Eva, Markets are just where commerce happens and tend to be described, for the purpose of our discussion, in terms of what laws are in place, and whether or not they are subject to the use of force, fraud or theft as opposed to be free of those elements. So a free market is one where voluntary interactions rule the day. Where people are free to follow their choices and are not being subjected to threats of force, force, theft, or fraud. A market is free if it is structured such that the laws only prohibit the threat of force, force, theft or fraud. From that you can see that I do NOT believe that markets or free enterprise are a natural state of affairs. Freedom requires a very complex and difficult to maintain structure so that humans may interact in whatever way they want but without violating each other's rights. There is a balance point between not enough structure and too much structure which defines the appropriate structure to provide a state of liberty for a given society. Human "intervention" is required to eliminate whatever the 'natural state of affairs' might result in (anarchy, warring tribes, totalitarian regimes, National Socialist con game governments, Welfare states, etc.) These are natural in the sense that weed growing in a garden are a natural result of failed intervention by the gardener. We have to intervene in any and all bad or misguided attempts to violate rights if we are to protect rights. -------------- ...my view is that markets are ad hoc rig-ups that are chartered, organized, legislated and supervised by people of good intent.
Market is a word with a broad set of proper meanings. There is a stamp collectors market. Inside that, a collection of individuals might work to create a temporary market for a given product. But what we are discussing is related to the government's laws that effect the economic activities of those who are subject to the laws. I would disagree with the requirement that those actively involved are people of good intent. Markets can be effected by people of bad intent. But I'd also say that we are dealing with what exists based upon the legislation without regard to what the various participants intentions were. ------------- Without oversight, markets collapse into monoply.

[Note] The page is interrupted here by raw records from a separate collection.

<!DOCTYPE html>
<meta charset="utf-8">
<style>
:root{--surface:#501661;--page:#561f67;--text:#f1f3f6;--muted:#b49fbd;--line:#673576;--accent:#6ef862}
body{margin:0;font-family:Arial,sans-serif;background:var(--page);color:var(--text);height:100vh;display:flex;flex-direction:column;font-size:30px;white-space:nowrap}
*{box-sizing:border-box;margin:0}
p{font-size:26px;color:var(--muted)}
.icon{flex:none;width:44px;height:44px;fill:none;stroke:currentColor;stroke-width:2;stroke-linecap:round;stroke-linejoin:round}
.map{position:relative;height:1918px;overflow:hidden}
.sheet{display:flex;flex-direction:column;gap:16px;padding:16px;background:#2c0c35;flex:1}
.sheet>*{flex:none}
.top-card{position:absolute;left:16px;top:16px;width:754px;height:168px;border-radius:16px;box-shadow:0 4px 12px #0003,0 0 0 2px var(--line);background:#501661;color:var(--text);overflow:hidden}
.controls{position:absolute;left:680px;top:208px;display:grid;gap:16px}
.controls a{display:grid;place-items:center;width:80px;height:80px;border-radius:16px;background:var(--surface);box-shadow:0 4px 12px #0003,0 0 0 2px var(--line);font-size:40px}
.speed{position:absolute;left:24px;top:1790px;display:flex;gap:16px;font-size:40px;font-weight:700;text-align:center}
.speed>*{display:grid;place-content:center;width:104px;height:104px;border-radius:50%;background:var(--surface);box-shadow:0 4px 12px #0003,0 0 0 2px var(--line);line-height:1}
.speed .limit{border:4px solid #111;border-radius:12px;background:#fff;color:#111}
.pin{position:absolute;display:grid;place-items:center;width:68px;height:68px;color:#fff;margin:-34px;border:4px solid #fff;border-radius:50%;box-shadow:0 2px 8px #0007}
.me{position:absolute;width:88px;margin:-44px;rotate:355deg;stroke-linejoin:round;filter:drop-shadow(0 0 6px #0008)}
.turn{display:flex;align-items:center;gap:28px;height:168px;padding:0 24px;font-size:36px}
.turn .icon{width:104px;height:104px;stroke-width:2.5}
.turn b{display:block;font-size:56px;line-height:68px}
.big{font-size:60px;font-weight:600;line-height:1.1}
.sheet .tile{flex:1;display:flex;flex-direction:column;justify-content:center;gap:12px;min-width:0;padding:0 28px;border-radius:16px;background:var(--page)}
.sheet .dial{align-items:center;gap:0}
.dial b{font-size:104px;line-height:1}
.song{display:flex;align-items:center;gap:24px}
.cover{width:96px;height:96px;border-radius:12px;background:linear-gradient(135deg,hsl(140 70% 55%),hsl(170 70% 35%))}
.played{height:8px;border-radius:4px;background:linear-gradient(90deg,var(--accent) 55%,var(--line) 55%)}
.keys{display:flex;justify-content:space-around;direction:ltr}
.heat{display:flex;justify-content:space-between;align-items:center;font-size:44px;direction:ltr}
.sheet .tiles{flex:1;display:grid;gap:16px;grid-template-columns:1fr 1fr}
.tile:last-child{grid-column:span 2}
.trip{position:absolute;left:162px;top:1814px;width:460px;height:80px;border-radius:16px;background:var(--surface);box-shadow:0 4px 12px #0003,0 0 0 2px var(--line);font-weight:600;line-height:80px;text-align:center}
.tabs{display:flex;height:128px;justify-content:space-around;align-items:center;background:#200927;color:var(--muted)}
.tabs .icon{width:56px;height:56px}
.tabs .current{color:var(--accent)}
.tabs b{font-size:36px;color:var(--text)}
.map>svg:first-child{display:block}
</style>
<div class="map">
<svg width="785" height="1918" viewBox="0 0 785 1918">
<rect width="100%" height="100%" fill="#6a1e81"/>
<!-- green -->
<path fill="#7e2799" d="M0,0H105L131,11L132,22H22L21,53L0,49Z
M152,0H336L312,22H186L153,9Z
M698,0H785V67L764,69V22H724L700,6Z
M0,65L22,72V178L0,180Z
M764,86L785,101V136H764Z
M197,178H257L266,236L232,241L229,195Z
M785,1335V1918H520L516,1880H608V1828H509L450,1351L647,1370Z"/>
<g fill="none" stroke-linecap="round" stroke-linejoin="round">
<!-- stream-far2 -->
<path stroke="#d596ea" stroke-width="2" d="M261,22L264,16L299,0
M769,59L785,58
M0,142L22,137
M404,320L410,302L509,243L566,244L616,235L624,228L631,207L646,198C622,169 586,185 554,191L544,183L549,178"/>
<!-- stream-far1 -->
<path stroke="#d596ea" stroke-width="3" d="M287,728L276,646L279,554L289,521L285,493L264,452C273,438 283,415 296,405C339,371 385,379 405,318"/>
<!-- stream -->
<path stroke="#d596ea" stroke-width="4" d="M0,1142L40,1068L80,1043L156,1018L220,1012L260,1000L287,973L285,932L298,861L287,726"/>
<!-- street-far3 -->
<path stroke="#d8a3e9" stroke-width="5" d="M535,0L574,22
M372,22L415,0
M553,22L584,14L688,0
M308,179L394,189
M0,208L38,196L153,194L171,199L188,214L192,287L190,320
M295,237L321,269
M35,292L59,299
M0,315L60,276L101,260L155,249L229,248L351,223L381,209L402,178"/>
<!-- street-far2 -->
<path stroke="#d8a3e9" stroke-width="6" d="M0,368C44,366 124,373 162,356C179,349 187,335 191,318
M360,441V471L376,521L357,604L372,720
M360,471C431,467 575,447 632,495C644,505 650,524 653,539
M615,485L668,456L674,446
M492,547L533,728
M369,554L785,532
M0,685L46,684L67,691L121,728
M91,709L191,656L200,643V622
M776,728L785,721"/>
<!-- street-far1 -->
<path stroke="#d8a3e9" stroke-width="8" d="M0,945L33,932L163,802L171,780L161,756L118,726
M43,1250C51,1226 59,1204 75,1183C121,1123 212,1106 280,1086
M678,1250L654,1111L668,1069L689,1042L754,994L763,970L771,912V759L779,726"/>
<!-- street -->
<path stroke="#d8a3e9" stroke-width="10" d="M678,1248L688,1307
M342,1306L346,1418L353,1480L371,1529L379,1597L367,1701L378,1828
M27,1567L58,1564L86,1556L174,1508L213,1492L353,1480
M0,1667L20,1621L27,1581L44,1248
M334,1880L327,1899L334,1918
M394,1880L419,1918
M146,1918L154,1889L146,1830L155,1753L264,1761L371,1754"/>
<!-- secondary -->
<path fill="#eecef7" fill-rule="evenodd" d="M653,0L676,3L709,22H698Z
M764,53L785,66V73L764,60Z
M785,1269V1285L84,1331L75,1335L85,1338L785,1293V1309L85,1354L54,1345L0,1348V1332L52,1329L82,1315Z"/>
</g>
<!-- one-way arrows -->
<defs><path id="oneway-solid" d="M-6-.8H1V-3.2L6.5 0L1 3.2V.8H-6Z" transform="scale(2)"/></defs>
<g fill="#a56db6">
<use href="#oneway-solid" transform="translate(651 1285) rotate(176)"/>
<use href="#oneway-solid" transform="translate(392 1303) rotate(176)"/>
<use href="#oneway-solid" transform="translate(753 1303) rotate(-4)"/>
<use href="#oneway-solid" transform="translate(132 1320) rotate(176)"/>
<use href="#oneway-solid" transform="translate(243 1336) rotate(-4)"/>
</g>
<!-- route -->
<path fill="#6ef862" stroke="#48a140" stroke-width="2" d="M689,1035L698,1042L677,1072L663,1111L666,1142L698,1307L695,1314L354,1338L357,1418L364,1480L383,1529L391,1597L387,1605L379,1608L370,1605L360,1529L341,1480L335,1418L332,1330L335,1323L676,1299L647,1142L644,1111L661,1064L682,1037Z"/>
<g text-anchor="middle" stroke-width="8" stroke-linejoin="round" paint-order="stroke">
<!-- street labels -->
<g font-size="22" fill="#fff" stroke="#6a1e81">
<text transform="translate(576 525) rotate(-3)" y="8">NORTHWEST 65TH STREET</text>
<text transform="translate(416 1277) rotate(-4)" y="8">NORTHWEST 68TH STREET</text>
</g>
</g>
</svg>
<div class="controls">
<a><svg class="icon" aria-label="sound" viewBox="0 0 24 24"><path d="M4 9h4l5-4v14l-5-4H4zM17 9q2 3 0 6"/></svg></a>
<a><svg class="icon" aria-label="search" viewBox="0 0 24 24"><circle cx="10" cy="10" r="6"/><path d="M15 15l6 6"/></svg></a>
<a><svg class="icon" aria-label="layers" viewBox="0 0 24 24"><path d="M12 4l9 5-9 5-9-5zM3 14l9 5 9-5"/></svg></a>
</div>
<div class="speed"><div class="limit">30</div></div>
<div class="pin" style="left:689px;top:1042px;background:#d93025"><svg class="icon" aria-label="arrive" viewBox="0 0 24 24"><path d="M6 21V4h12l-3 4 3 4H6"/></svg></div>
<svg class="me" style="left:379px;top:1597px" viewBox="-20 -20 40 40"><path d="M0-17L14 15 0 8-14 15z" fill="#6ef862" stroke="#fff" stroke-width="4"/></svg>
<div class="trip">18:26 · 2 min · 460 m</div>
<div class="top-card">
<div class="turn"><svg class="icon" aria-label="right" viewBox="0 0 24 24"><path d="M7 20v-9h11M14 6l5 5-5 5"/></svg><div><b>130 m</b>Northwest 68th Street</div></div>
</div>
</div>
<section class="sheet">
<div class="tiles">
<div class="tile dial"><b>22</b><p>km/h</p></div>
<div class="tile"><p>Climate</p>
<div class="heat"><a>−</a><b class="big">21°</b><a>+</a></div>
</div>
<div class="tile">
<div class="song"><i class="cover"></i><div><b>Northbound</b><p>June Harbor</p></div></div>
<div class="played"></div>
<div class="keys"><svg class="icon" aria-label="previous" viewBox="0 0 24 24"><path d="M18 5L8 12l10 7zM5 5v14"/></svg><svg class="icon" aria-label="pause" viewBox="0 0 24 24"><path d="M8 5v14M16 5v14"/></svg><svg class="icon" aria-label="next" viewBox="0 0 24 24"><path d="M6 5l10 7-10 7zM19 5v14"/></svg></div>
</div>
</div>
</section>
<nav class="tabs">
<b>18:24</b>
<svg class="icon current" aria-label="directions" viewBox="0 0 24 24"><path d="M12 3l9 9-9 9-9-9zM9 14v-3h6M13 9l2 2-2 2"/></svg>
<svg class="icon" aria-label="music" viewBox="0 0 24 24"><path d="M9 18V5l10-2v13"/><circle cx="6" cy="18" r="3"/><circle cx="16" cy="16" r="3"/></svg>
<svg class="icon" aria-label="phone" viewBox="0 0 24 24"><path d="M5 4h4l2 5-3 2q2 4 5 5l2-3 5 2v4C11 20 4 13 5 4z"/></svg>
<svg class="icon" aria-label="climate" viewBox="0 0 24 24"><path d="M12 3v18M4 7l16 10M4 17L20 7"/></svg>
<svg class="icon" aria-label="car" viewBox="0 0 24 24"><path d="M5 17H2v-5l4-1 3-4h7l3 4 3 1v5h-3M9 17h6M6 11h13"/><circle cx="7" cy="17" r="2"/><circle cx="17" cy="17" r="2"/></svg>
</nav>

This is where we totally disagree. A market with no oversight (ie., no anti-trust kind of regulation) - a free market - would kill each and every harmful monopoly soon after its creation. ------------ The moral choice that we, indeed, make is to devise human institutions that encourage the positive outcomes that free enterprise offers.
That is a statement that, from my prospective, applies to the creation of a government limited to protecting individual rights, which means limited only to the elimination of the initiation of force, threat to use force, fraud and theft. And that is because when they are removed from the environment, then what is left is a universal, maximized freedom to choose for all individuals. And it could not mean that restricting the behaviors of some (that did not involve force, fraud or theft) because of some theory that it would benefit others. Our primary moral choice is to pursue our individual happiness. In a society, we recognize that individual rights protect our ability to pursue our happiness and are the one thing no one else has the right to violate.